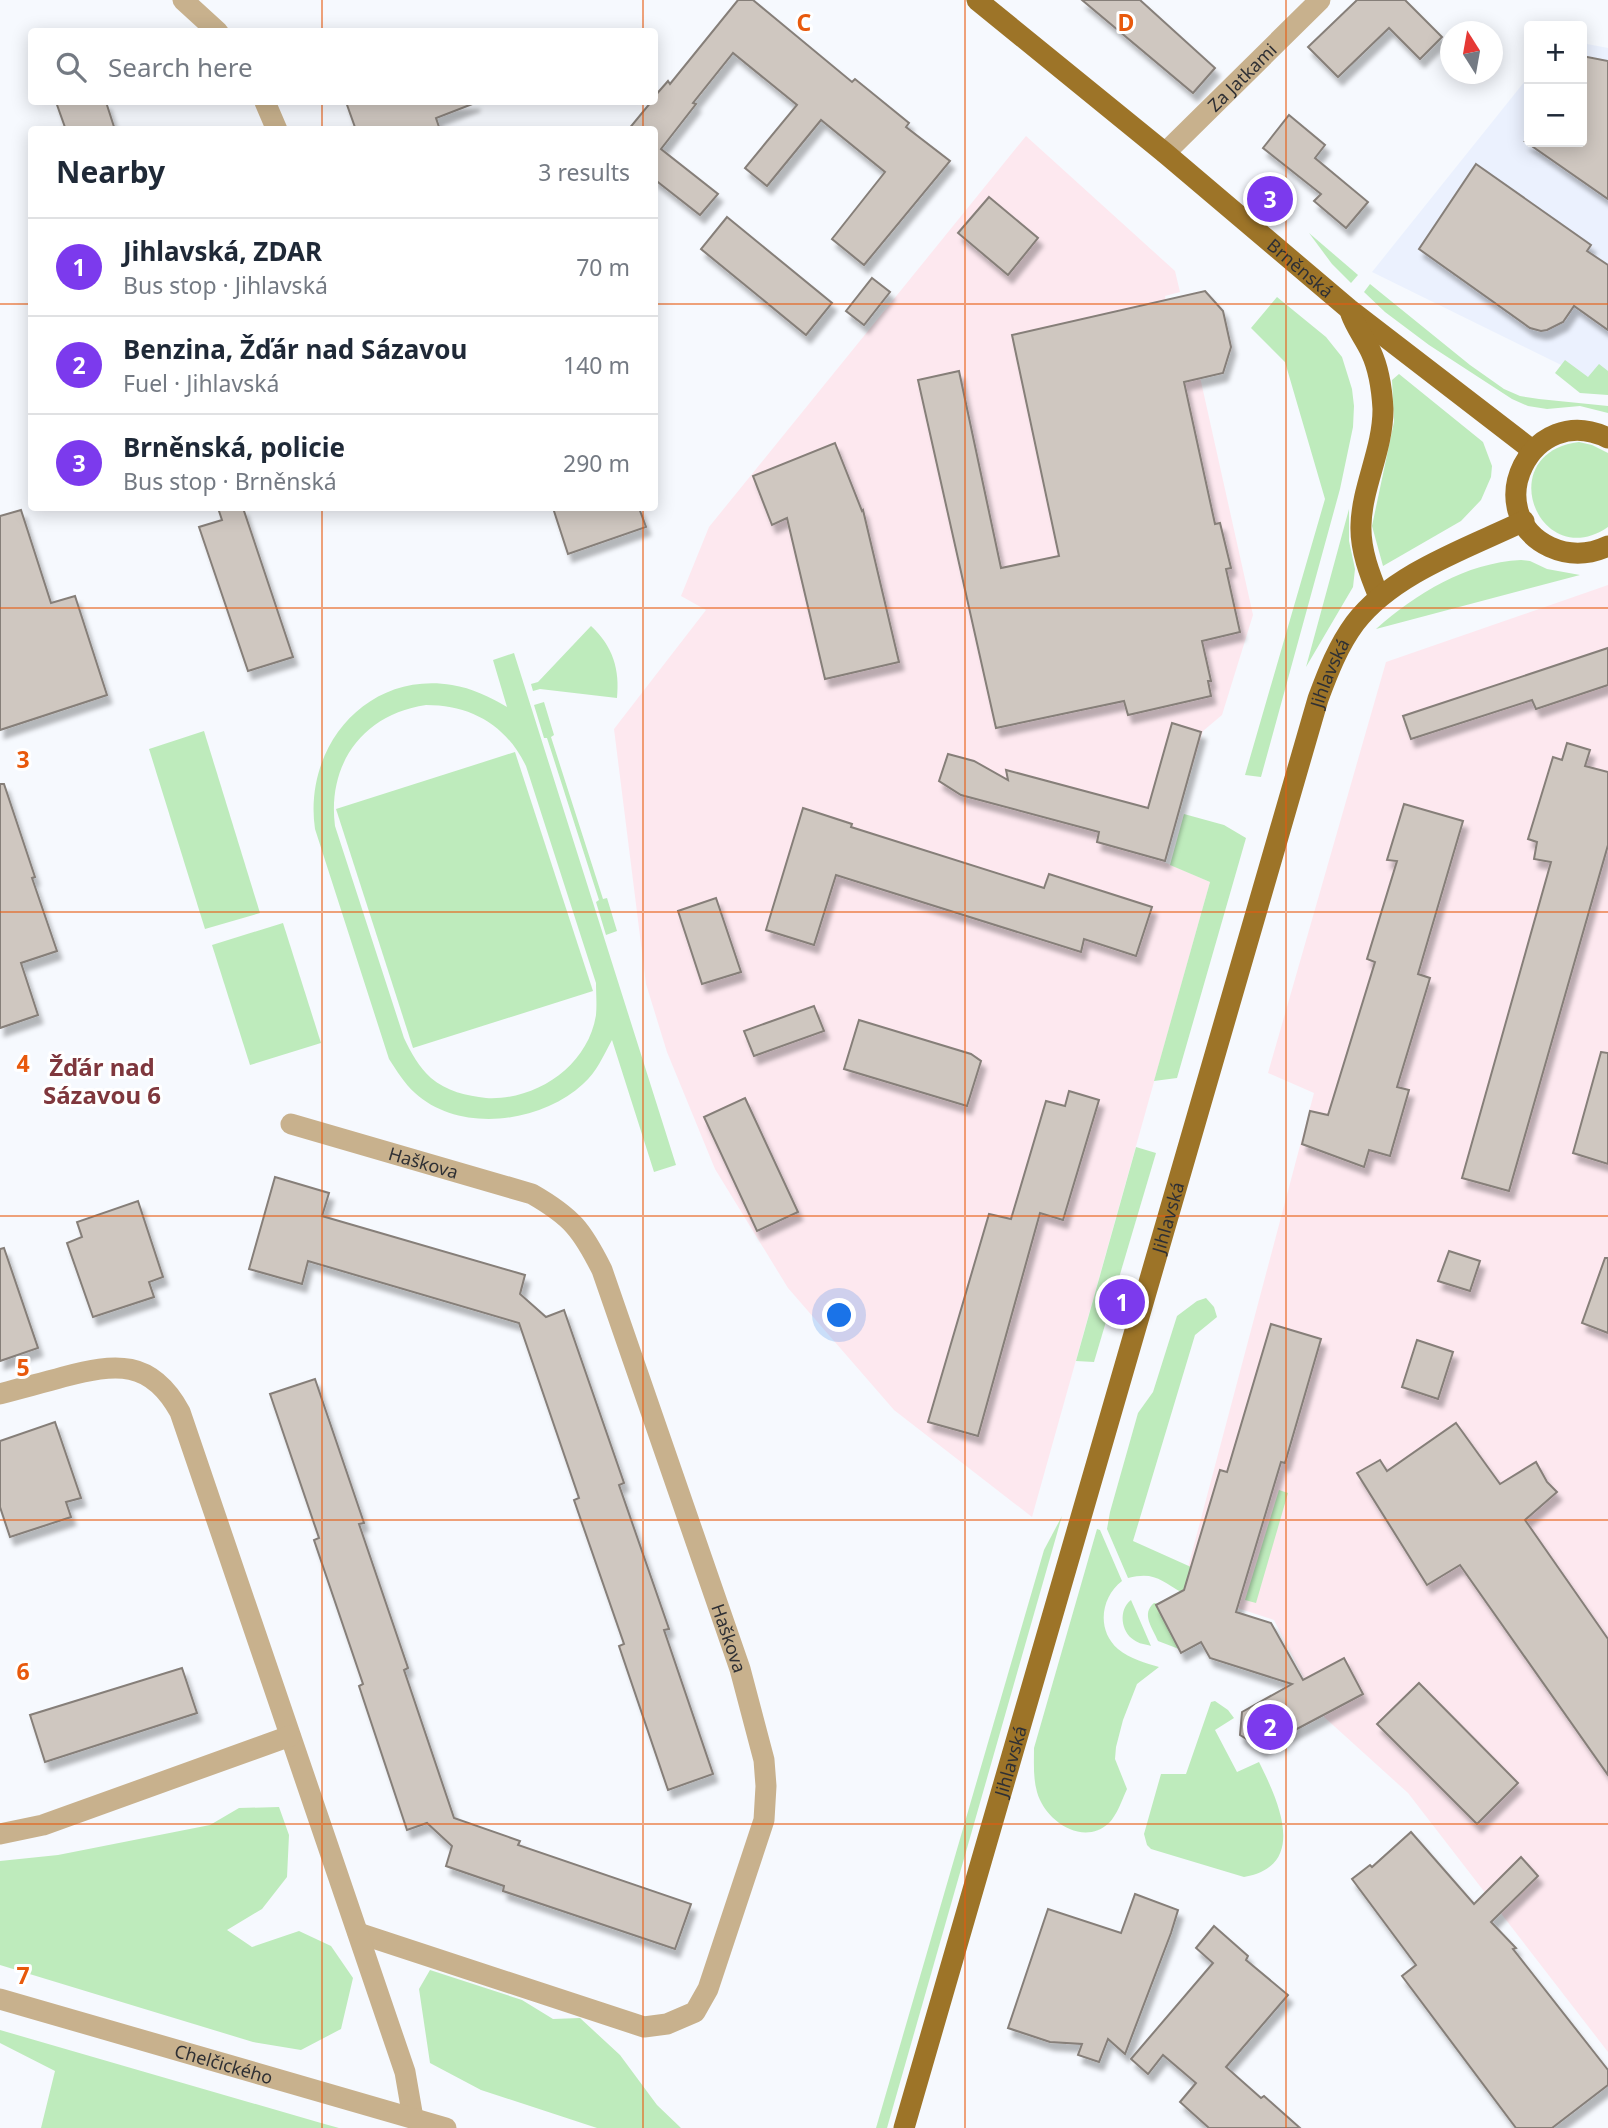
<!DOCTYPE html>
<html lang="en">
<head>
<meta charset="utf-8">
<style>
  body { margin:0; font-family:"Noto Sans",sans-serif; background:#f2f2f3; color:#1f2937 }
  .controls { position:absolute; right:21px; top:21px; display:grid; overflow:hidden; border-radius:7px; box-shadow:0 4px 18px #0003 }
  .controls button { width:63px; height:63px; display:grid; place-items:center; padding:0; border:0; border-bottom:2px solid #e0e1e3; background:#fff; color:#1f2937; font:35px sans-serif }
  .compass { position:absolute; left:1440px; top:21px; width:63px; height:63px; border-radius:50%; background:#fff; box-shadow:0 4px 18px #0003; rotate:349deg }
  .you { position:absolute; left:840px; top:1316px; width:24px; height:24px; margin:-18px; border:5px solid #fff; border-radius:50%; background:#1a73e8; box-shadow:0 0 0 10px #1a73e833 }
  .badge { display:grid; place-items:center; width:46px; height:46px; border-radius:50%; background:#7c3aed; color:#fff; font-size:23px; font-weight:700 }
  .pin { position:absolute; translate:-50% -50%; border:4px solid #fff; box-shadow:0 2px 7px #0006 }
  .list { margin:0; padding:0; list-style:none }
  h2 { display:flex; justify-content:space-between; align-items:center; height:91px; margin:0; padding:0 28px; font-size:30px }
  h2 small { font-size:23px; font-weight:400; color:#747a83 }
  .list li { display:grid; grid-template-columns:46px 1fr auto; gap:21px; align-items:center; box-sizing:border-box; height:98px; padding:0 28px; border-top:2px solid #e0e1e3 }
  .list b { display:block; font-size:26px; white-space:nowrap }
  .list p { margin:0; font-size:23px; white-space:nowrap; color:#747a83 }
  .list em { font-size:23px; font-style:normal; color:#747a83 }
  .icon { flex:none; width:38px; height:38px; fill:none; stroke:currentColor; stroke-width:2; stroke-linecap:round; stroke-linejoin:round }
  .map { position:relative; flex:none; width:1608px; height:2128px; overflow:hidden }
  .search { position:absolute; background:#fff; box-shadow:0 4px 18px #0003; left:28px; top:28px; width:630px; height:77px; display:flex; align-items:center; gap:18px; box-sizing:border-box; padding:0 24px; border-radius:7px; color:#747a83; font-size:26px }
  .panel { position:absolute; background:#fff; box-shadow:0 4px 18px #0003; left:28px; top:126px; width:630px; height:385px; border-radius:7px }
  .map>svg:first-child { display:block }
  .built { fill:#ebf1fe }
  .industrial { fill:#fde8ef }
  .green { fill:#beebbc; fill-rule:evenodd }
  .building { fill:#cfc7c0; stroke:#867f79; stroke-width:2; filter:url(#shadow) }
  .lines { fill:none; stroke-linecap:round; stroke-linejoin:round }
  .minor { stroke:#c8b18d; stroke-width:21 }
  .major { stroke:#9d7428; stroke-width:21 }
  .grid { fill:none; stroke:#e8590c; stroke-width:2; stroke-opacity:0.55 }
  .labels { text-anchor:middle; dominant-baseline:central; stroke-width:6; stroke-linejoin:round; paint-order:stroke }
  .street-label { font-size:18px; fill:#2f3034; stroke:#fff }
  .district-label { font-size:24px; font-weight:bold; fill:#7f373d; stroke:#fff }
  .grid-label { font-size:23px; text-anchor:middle; font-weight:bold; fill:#e8590c; stroke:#fff; stroke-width:6; stroke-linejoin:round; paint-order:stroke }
</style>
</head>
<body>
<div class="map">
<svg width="1608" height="2128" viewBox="0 0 1608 2128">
  <defs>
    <filter id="shadow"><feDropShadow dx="4.5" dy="8" stdDeviation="2" flood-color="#0004"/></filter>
  </defs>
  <rect width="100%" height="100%" fill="#f6f9fe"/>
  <polygon class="built" points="1582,43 1608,48 1608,388 1372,272 1529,76 1529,142 1582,142"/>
  <g class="industrial">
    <polygon points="1026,136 1175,271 1180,292 1165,296 1183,380 1200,377 1253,615 1222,715 1203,731 1164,862 1210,882 1032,1517 894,1410 788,1288 715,1169 667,1052 646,984 614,729 706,610 681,596 709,527"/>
    <polygon points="1608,585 1608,2052 1408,1793 1323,1716 1274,1620 1182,1590 1314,1093 1268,1073 1386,662"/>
  </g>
  <g class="green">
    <polygon points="1309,233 1358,275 1351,283 1332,264"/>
    <polygon points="1370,284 1470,365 1504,389 1520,396 1539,399 1608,406 1608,413 1580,406 1547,409 1528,406 1512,399 1429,345 1385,312 1364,292"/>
    <polygon points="1277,297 1326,337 1342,357 1352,389 1354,406 1353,427 1340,489 1261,777 1245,775 1325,499 1285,362 1251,328"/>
    <polygon points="1565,360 1588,377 1599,364 1608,371 1608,395 1580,393 1555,373"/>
    <polygon points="1399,374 1483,442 1492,466 1491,477 1481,500 1461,521 1383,566 1372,526 1394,422 1392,380"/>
    <path d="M1579 442 1592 445 1608 453V527C1539 574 1491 453 1579 442Z"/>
    <polygon points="1349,509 1349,541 1355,569 1353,587 1306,667"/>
    <path d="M1521 560 1530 561 1547 569 1580 575 1376 629C1417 593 1465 563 1521 560Z"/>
    <path d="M591 626C613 646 620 670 617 698L540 689 533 691 531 684 538 682Z"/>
    <path d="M514 653 676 1165 654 1172 612 1040C603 1056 597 1072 583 1084 541 1123 460 1134 415 1093 404 1083 397 1071 389 1059L315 829C303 748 366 671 452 685 472 688 490 697 507 707L493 660ZM426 705C471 705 506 725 526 766L596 983C596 993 597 1004 596 1015 588 1066 536 1101 486 1098 467 1096 446 1091 431 1078 419 1067 411 1053 404 1038L335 826C327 764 363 714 426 705Z"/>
    <polygon points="544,702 554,735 551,737 603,899 607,898 617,931 606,935 596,902 599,900 547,738 544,738 534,705"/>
    <polygon points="204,731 260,913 205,929 149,749"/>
    <polygon points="515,752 593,991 413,1048 336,809"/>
    <polygon points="1184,814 1224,825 1246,838 1177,1078 1154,1081 1210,882 1170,865"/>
    <polygon points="283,923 321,1043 250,1065 212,945"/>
    <polygon points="1136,1147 1156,1153 1094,1362 1076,1361"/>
    <path d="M1206 1298 1214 1307 1217 1317 1195 1335 1133 1541 1191 1567 1183 1593C1161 1581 1155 1571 1128 1578L1107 1529 1110 1512 1138 1413 1153 1392 1177 1316 1197 1301Z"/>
    <polygon points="1279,1490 1288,1493 1256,1603 1245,1600"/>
    <polygon points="1062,1516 887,2128 876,2128 1044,1550"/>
    <path d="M1097 1529 1100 1530 1122 1581C1101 1597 1096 1630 1118 1649 1130 1659 1146 1663 1159 1667L1137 1684 1123 1720 1116 1747 1115 1759 1127 1789C1122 1800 1117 1815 1109 1823 1083 1847 1045 1821 1037 1792 1033 1778 1034 1763 1034 1748Z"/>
    <path d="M1131 1600 1151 1646C1145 1644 1139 1644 1134 1640 1121 1632 1118 1610 1131 1600Z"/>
    <path d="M1154 1603 1160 1604 1158 1609 1179 1649 1158 1641C1152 1627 1141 1614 1154 1603Z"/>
    <path d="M1215 1701 1228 1710 1234 1718 1215 1730 1237 1772 1259 1762C1278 1800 1309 1866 1244 1877L1151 1849 1147 1845 1144 1834 1161 1774H1186L1211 1702Z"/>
    <polygon points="279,1807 289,1835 287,1877 262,1909 227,1930 252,1947 299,1931 331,1946 353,1978 341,2029 301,2050 253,2042 0,1965 0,1861 58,1855 210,1825 239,1808"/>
    <polygon points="430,1970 522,2000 553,2019 580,2018 620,2055 657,2105 681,2128 597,2128 481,2090 430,2063 419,1989"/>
    <polygon points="0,2030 321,2123 339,2128 41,2128 55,2071 0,2043"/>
  </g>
  <g class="building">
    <polygon points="738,0 753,0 852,82 855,79 909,123 906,127 950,161 864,265 832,239 885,172 821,120 767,186 745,168 797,105 733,53 693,103 696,104 661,149 718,194 700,215 654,179 654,130 628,130 651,102 654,102 654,97 668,81 670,84"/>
    <polygon points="1082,0 1140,0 1215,68 1193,93"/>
    <polygon points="1357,0 1405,0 1442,37 1420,59 1389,28 1338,77 1308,47"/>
    <polygon points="1582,56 1608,61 1608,199 1526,142 1582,142"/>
    <polygon points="56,102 106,102 115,130 66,130"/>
    <polygon points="346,102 475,102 475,103 436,118 440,130 356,130"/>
    <polygon points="1289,115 1325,145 1315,158 1368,202 1346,228 1314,201 1321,194 1263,148"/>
    <polygon points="1476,164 1591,245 1587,251 1608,265 1608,330 1574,306 1563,322 1547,330 1541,331 1530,328 1419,249"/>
    <polygon points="989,197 1038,238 1008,275 958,233"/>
    <polygon points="727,217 832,303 806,335 701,249"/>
    <polygon points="872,278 890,292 864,325 846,311"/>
    <polygon points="1205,291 1223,311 1231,347 1223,373 1184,382 1215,524 1220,523 1231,568 1226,569 1240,632 1202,641 1211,681 1208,681 1211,696 1128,715 1124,701 996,728 918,380 959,371 1001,568 1059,556 1012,335"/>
    <polygon points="835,443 862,511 863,510 899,662 825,679 787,518 772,525 753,476"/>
    <polygon points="218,508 243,508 293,657 248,671 199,527 222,520"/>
    <polygon points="553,508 639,508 646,527 568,554"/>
    <polygon points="21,510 51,603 75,596 107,695 0,730 0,516"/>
    <polygon points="1608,648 1608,685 1536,709 1532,700 1411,739 1403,716"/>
    <polygon points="1172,723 1201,732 1165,861 1097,842 1099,832 961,795 939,781 948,754 974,761 1008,780 1006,770 1148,808"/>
    <polygon points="1567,743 1590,750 1585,766 1608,772 1608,845 1509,1191 1462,1178 1551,862 1534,859 1537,842 1528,839 1553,757 1562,760"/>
    <polygon points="0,784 4,784 35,877 32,878 57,951 21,963 38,1015 0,1028"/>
    <polygon points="1404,804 1463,821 1418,974 1430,978 1397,1087 1409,1090 1390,1156 1369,1150 1364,1167 1302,1144 1310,1111 1328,1115 1375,962 1367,959 1397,861 1387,860"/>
    <polygon points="803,808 852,824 851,827 1044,888 1049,874 1152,907 1136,956 1084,939 1081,952 836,875 814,945 766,930"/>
    <polygon points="716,898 741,972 702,984 678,911"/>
    <polygon points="814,1006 824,1031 754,1056 744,1031"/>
    <polygon points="859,1020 971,1054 981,1061 967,1106 844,1069"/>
    <polygon points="1601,1052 1608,1053 1608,1164 1573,1153"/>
    <polygon points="1069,1091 1099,1100 1063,1220 1040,1213 978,1436 928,1422 989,1214 1011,1219 1046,1101 1065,1106"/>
    <polygon points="745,1098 798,1212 757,1231 704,1117"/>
    <polygon points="275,1177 329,1193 322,1216 525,1275 520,1294 546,1317 564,1310 624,1483 619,1485 669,1629 664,1630 713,1774 668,1790 619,1646 624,1644 574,1500 579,1498 519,1323 308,1261 302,1284 249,1269"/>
    <polygon points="138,1201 163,1277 149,1282 154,1297 93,1317 67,1243 82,1237 77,1222"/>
    <polygon points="4,1248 38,1348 0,1361 0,1249"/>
    <polygon points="1449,1251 1480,1261 1470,1291 1438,1281"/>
    <polygon points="1605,1258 1608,1258 1608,1333 1582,1323"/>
    <polygon points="1271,1324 1321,1339 1285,1463 1281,1462 1236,1612 1271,1623 1303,1680 1344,1658 1363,1694 1261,1748 1240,1735 1242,1712 1292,1684 1210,1658 1201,1642 1181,1653 1156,1605 1184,1590 1220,1470 1227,1472"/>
    <polygon points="1417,1340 1453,1352 1438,1399 1402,1387"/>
    <polygon points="315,1379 364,1523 359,1524 408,1668 404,1670 454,1818 520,1841 518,1845 691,1904 675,1949 503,1891 504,1886 446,1866 452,1846 427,1823 407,1830 359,1686 363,1684 314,1540 319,1538 270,1394"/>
    <polygon points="55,1422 81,1498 66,1502 71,1517 10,1537 0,1507 0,1441"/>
    <polygon points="1456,1423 1500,1484 1536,1462 1547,1482 1557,1492 1525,1520 1608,1639 1608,1775 1460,1565 1427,1585 1357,1473 1380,1460 1387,1471"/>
    <polygon points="182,1668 197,1713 45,1762 30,1715"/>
    <polygon points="1419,1683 1518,1783 1477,1824 1377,1724"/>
    <polygon points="1411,1832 1474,1904 1521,1857 1538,1876 1491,1922 1516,1948 1513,1949 1608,2070 1608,2085 1552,2128 1516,2128 1402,1976 1416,1965 1352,1879 1370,1865 1372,1867"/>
    <polygon points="1135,1894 1178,1910 1171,1933 1125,2054 1108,2039 1099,2062 1078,2055 1082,2044 1050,2042 1008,2028 1048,1909 1121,1933"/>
    <polygon points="1214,1926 1248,1956 1246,1960 1288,1995 1226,2067 1261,2098 1264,2096 1300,2128 1209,2128 1180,2102 1196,2083 1163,2055 1148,2074 1131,2059 1213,1963 1196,1948"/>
  </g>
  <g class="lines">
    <g class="minor">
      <polyline points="183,0 218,32"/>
      <polyline points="265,102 277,130"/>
      <path id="s1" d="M1165 153 1320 0"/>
      <path id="s2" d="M291 1124 532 1194C572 1217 582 1230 602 1270L740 1669 764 1760 766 1786 764 1820 708 1989 695 2012 667 2024 644 2027 358 1933"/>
      <path d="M0 1394C21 1388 42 1383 63 1377 116 1363 151 1359 180 1412L405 2072 413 2118"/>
      <polyline points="0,1834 43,1825 290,1736"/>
      <path id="s3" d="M0 1999 446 2128"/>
    </g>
    <g class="major">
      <path id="s4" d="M977 0 1165 153 1349 309 1532 450"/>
      <path d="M1351 314C1356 328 1365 339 1371 352 1379 369 1382 391 1383 409 1383 450 1362 486 1361 525 1360 550 1370 575 1379 597"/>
      <path d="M1608 438C1531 400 1478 513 1550 547 1570 556 1589 555 1608 546"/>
      <path id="s5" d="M904 2128 1318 699C1328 672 1338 646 1355 623 1393 573 1468 548 1524 521"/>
    </g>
  </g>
  <path class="grid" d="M322 0V32M643 0V32M965 0V2128M1286 0V2128M322 102V130M643 102V130M0 304H32M654 304H1608M322 508V2128M643 508V2128M0 608H1608M0 912H1608M0 1216H1608M0 1520H1608M0 1824H1608"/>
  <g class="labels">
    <g class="street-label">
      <text stroke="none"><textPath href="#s1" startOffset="108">Za Jatkami</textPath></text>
      <text stroke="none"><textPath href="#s4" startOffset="420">Brněnská</textPath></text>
      <text stroke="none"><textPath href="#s5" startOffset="1516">Jihlavská</textPath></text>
      <text stroke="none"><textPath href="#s2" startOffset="138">Haškova</textPath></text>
      <text stroke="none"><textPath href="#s5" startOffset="948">Jihlavská</textPath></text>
      <text stroke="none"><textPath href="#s2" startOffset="746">Haškova</textPath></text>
      <text stroke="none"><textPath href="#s5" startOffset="382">Jihlavská</textPath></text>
      <text stroke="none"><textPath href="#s3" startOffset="233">Chelčického</textPath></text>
    </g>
    <g class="district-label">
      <text x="102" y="1066">Žďár nad<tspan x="102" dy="28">Sázavou 6</tspan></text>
    </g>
  </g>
  <g class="grid-label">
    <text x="804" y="31">C</text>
    <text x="1126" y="31">D</text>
    <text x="23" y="768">3</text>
    <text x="23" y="1072">4</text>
    <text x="23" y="1376">5</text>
    <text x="23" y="1680">6</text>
    <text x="23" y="1984">7</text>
  </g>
</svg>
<div class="controls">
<button>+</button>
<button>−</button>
</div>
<svg class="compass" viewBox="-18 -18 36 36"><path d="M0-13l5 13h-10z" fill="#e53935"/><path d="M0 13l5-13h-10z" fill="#747a83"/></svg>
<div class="you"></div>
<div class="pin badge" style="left:1122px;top:1302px">1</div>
<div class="pin badge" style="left:1270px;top:1727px">2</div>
<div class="pin badge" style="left:1270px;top:199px">3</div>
<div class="search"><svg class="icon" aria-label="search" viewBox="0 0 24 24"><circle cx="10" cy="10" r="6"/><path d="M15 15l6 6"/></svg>Search here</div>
<section class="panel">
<h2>Nearby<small>3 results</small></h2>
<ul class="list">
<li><span class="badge">1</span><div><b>Jihlavská, ZDAR</b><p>Bus stop · Jihlavská</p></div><em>70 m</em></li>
<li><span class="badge">2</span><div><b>Benzina, Žďár nad Sázavou</b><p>Fuel · Jihlavská</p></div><em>140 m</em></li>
<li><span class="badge">3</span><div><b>Brněnská, policie</b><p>Bus stop · Brněnská</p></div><em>290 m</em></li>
</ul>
</section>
</div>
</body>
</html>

————————

→ **Exercise objective**: Copy, word for word, the entries above from the first line to the line that holds "font-size:23px; font-weight:400; color:#747a83". Drop the pictures.

→ **Exercise response**:
<!DOCTYPE html>
<html lang="en">
<head>
<meta charset="utf-8">
<style>
  body { margin:0; font-family:"Noto Sans",sans-serif; background:#f2f2f3; color:#1f2937 }
  .controls { position:absolute; right:21px; top:21px; display:grid; overflow:hidden; border-radius:7px; box-shadow:0 4px 18px #0003 }
  .controls button { width:63px; height:63px; display:grid; place-items:center; padding:0; border:0; border-bottom:2px solid #e0e1e3; background:#fff; color:#1f2937; font:35px sans-serif }
  .compass { position:absolute; left:1440px; top:21px; width:63px; height:63px; border-radius:50%; background:#fff; box-shadow:0 4px 18px #0003; rotate:349deg }
  .you { position:absolute; left:840px; top:1316px; width:24px; height:24px; margin:-18px; border:5px solid #fff; border-radius:50%; background:#1a73e8; box-shadow:0 0 0 10px #1a73e833 }
  .badge { display:grid; place-items:center; width:46px; height:46px; border-radius:50%; background:#7c3aed; color:#fff; font-size:23px; font-weight:700 }
  .pin { position:absolute; translate:-50% -50%; border:4px solid #fff; box-shadow:0 2px 7px #0006 }
  .list { margin:0; padding:0; list-style:none }
  h2 { display:flex; justify-content:space-between; align-items:center; height:91px; margin:0; padding:0 28px; font-size:30px }
  h2 small { font-size:23px; font-weight:400; color:#747a83 }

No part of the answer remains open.